# WHAT THE TASK REQUIRES
Go through the entries below and copy every line that holds the word "solid".

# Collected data
☆ ☆ ☆ ☆ ☆

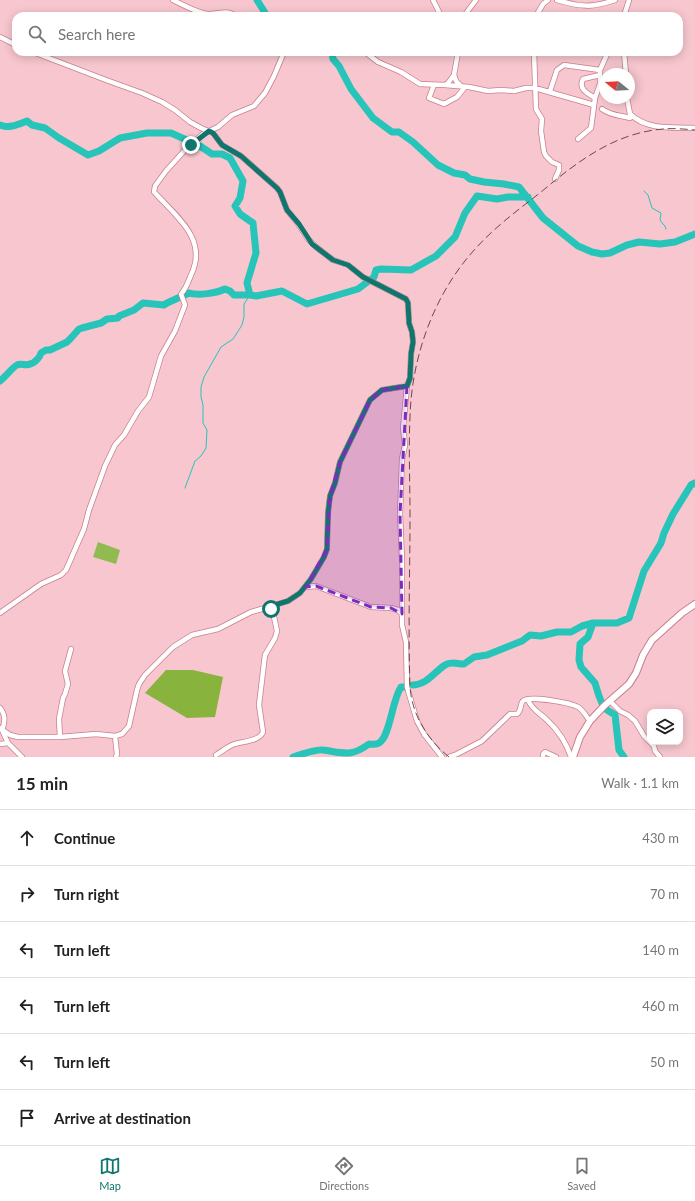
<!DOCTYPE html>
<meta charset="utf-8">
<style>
body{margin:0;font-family:Lato,sans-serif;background:#f6f6f6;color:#222}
.controls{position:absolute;right:12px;bottom:12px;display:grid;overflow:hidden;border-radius:8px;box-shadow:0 2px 10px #0003}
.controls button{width:36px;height:36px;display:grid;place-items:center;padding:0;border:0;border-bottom:1px solid #e0e0e0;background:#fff;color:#222;font:20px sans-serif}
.compass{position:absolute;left:599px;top:68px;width:36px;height:36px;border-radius:50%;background:#fff;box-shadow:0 2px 10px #0003;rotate:288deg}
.stop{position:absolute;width:12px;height:12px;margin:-9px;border:3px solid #0f766e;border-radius:50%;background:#fff}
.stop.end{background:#0f766e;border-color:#fff;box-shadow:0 1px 4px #0008}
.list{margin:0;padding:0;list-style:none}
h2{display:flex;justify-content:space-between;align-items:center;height:52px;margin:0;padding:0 16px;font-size:17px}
h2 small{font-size:13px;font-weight:400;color:#767676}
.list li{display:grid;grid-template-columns:26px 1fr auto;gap:12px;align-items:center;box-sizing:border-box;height:56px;padding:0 16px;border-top:1px solid #e0e0e0}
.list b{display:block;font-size:15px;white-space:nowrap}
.list em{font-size:13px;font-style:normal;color:#767676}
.icon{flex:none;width:22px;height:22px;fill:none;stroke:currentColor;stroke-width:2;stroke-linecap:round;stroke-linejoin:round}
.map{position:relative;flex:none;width:695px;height:757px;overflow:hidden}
.search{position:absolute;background:#fff;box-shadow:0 2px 10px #0003;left:12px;right:12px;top:12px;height:44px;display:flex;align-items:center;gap:10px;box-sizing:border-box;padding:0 14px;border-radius:12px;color:#767676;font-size:15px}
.sheet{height:388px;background:#fff}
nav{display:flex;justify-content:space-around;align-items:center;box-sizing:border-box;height:56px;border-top:1px solid #e0e0e0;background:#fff;font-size:11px;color:#767676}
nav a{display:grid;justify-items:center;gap:2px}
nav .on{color:#0f766e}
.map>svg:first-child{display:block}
</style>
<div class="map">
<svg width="695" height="757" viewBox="0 0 695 757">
<rect width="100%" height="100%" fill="#f7c6ce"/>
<!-- green -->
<path fill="#91ba51" d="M 98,542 L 120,550 L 116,564 L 93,557 Z"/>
<!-- forest -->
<path fill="#88b43d" d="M 166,670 L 193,670 L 223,677 L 215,717 L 187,718 L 145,693 Z"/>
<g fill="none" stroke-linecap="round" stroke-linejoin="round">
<!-- stream -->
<path stroke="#26c4b9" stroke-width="1" d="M 644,191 L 648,195 L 652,208 L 661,213 L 660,220 L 663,224 L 665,226 L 666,229
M 185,488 L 195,461 L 201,456 L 206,448 L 207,430 L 203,423 L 203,405 L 201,397 L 201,387 L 204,377 L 221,347 L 233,339 L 242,325 L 244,317 L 244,304 L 250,295"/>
<!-- river -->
<path stroke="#26c4b9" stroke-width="7" d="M 257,0 L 267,16
M 296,16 L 299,16
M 332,52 L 333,59 L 339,66 L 351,89 L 373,118 L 392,132 L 399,132 L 413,142 L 438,165 L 454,173 L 465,175 L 470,179 L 484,182 L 504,184 L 519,187 L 543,218 L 578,246 L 592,252 L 602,254 L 610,253 L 627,245 L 639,242 L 660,244 L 675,242 L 695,234
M 0,125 C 9,129 19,124 27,121 L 32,125 L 45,128 L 59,138 L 88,155 L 99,151 L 120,138 L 147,133 L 171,133 L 200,146 L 212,154 L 222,154 L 230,158 L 243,181 L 240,198 L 235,206 L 240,214 L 253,223 L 256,253 L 247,283 L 250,295
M 0,381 C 5,377 14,366 17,365 C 21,363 26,366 30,364 C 35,363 40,357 41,353 L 46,350 L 50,350 L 67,342 L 71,338 L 79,329 L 82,328 L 101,323 L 107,319 L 118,318 L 119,316 L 134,310 L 143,303 L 164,305 L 167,303 L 189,293 C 198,296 217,293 225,289 L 230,291 L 234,295 L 250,295 L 256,296 L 282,291 L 307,304 L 358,289 L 374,277 L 376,270 L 381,269 L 411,270 L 436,256 L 455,237 L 465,213 L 477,196 L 497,199 L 508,197 L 528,197
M 593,623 L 588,637 L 580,644 L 579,660 L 581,667 L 595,683 L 599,696 L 604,708 L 615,715 L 619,750 L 624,757
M 413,685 C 428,684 433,673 445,665 C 451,661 457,664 464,664 L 474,657 L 487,655 L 522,641 L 530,635 L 541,636 L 557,632 L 571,632 L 582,626 L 593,623 L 617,623 L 629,618 L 644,571 L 661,543 L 664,533 L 673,514 L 691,485 L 695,483
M 293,757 C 299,755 317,749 323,750 C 345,753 351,757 369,744 C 373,744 376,745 379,743 C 390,737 392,700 401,687 L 404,687"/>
<defs>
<path id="street" d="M 173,0 C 181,4 200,14 208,14 C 217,15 227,9 235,16
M 433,0 L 441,16
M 557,0 C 580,7 592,8 615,0
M 464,16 L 476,0
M 536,16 L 543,4 L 548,0
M 624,16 L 629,0
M 0,37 L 16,45
M 33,52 L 106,80 L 142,93 L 162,102 L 175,110 L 190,122 L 201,128 L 213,133 L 222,145 L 241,156 L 277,188 L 280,192 L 287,210 L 299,225 L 308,239 L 316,247 L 333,260 L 348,265 L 363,277 L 406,299 L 408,303 L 409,323 L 412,332 L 413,342 L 411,354 L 410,378 L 407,386 L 403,428 L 405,445 L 402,459 L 400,514 L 402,560 L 402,625 L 406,642 L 407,687 L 417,721 L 424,734 L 442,757
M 365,52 L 378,62 L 401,72 L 420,84 L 445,85 L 448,83 L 454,75 L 458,52
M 534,52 L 536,109 L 542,119 L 541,131 L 544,152 L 546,156 L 552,162 L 559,165 L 559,170 L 555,179
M 624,52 L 626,74
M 454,75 L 456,81 L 462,87
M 434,85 L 429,98 L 444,104 L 457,97 L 465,87
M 445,85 L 469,87 L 488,91 L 501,90 L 514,91 L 526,88 L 535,88 L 594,105
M 550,91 L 557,70 L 564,65 L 600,70
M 595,98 C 587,93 578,89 583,79 L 600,75
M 627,98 L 630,114 C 648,131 673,127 695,128
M 602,109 C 612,116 619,115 630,118
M 578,139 L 591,128 L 595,98 L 600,84 L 600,70 L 608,52
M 306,587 L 316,586 L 371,607 L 391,608 L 398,610 L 402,614
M 269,607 L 288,601 L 300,593 L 311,579 L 324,557 L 327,549 L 328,513 L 330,496 L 335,483 L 340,462 L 370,400 L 382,390 L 407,386
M 0,613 L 41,584 L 61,575 L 66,570 L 84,529 L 89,510 L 105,466 L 115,445 L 124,435 L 138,411 L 149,397 L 161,356 L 175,331 L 185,305 L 181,294 C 186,289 188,282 191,275 C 208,240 178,218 156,194 L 154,192 L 155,186 L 166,171 L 185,150 L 203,134 L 218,127 L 232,115 L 254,106 L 265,93 L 274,76 L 284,52
M 528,700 C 532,710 540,713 547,720 C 559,731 566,742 571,757
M 610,701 L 620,711 L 628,715 L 635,721 L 644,736 L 654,746 L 655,751 L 660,757
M 0,708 C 6,715 5,722 2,730 L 8,743 L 22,757
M 0,728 L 10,735 L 18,737 L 60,737 L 96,734 L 115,736 L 122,734 L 129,726 L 137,690 L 139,684 L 145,675 L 173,647 L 192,635 L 218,629 L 251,612 L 269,607 L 273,612 L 277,631 L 275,638 L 265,655 L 264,663 L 259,705 L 263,732 C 259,742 241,741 232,745 C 226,748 221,752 216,755
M 115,736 L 117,754 L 116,757
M 60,737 L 59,719 L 63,698 L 65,694 L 68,684 L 65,671 L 71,649
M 0,744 L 8,743
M 449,757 L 457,754 L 482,741 L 510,714 L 517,714 C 522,710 520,703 523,701 C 529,695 571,703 578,707 C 583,710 586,716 590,721
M 543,757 L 543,754 L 545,752 L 556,757"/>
<path id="secondary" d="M 573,757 L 580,737 L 590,721 L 604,706 L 629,684 L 636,673 L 643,655 L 652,640 L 682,613 L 695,604"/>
</defs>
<!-- street casing -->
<use href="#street" stroke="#ca7e8d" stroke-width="6"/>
<!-- secondary casing -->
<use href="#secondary" stroke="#ca7e8d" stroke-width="8"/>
<!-- street -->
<use href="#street" stroke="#fff" stroke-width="4.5"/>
<!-- secondary -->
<use href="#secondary" stroke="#fff" stroke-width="6"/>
<!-- rail -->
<path stroke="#6b484f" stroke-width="1" stroke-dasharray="8 4" stroke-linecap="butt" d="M 449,757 C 427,739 412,715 410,687 C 408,629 410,572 410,515 C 410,477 408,438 411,400 C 416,345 438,289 476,248 C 495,227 518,210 541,192 C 577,162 614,133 663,129 C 673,128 684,129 695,130"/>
</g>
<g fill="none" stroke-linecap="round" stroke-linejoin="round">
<!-- route -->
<path stroke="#0f766e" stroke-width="5" d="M 191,145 L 209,131 L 213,133 L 222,145 L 241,156 L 277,188 L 280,192 L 287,210 L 299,224 L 312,244 L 333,260 L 348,265 L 363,277 L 406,299 L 408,303 L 409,323 L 412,332 L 413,342 L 411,354 L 410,378 L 407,386 L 382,390 L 370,400 L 340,462 L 335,483 L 330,496 L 328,513 L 327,549 L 324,557 L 311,579 L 300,593 L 288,601 L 268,607 L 271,609"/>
</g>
<!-- marked area -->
<path fill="#7b2cbf" fill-opacity="0.2" stroke="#7b2cbf" stroke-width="3" stroke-dasharray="8 5" stroke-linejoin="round" d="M 407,386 L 400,514 L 402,614 L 391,608 L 371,607 L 316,586 L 306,587 L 327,549 L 330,496 L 340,462 L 370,400 L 382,390 Z"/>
</svg>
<div class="controls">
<button><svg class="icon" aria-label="layers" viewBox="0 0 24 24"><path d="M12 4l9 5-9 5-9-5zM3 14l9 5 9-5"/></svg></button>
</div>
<svg class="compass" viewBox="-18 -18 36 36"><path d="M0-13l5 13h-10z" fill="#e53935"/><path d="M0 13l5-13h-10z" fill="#767676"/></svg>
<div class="stop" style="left:271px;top:609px"></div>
<div class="stop end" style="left:191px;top:145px"></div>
<div class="search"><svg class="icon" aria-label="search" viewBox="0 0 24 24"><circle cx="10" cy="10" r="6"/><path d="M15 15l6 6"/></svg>Search here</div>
</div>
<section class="sheet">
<h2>15 min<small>Walk · 1.1 km</small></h2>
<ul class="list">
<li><svg class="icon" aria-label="ahead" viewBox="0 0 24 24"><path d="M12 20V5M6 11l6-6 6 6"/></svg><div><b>Continue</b></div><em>430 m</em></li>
<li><svg class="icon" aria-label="right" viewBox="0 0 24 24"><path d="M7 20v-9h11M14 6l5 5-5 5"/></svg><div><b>Turn right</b></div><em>70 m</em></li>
<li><svg class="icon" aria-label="left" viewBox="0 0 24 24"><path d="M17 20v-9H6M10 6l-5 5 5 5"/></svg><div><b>Turn left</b></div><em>140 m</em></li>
<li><svg class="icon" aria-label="left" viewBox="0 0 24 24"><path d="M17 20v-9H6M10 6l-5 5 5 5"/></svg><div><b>Turn left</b></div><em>460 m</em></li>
<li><svg class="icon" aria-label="left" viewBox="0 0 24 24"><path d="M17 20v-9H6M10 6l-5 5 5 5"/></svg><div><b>Turn left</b></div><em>50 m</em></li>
<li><svg class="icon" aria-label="arrive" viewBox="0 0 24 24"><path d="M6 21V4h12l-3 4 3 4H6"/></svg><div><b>Arrive at destination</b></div></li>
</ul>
</section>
<nav>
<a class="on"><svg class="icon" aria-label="map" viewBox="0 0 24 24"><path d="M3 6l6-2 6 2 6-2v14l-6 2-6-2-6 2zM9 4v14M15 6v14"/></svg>Map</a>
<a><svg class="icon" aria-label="directions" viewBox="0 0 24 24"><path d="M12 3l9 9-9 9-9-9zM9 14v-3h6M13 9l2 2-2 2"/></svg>Directions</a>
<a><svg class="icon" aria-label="saved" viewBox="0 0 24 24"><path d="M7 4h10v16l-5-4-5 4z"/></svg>Saved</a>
</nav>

☆ ☆ ☆ ☆ ☆

# ANSWER BELOW
.controls button{width:36px;height:36px;display:grid;place-items:center;padding:0;border:0;border-bottom:1px solid #e0e0e0;background:#fff;color:#222;font:20px sans-serif}
.stop{position:absolute;width:12px;height:12px;margin:-9px;border:3px solid #0f766e;border-radius:50%;background:#fff}
.list li{display:grid;grid-template-columns:26px 1fr auto;gap:12px;align-items:center;box-sizing:border-box;height:56px;padding:0 16px;border-top:1px solid #e0e0e0}
nav{display:flex;justify-content:space-around;align-items:center;box-sizing:border-box;height:56px;border-top:1px solid #e0e0e0;background:#fff;font-size:11px;color:#767676}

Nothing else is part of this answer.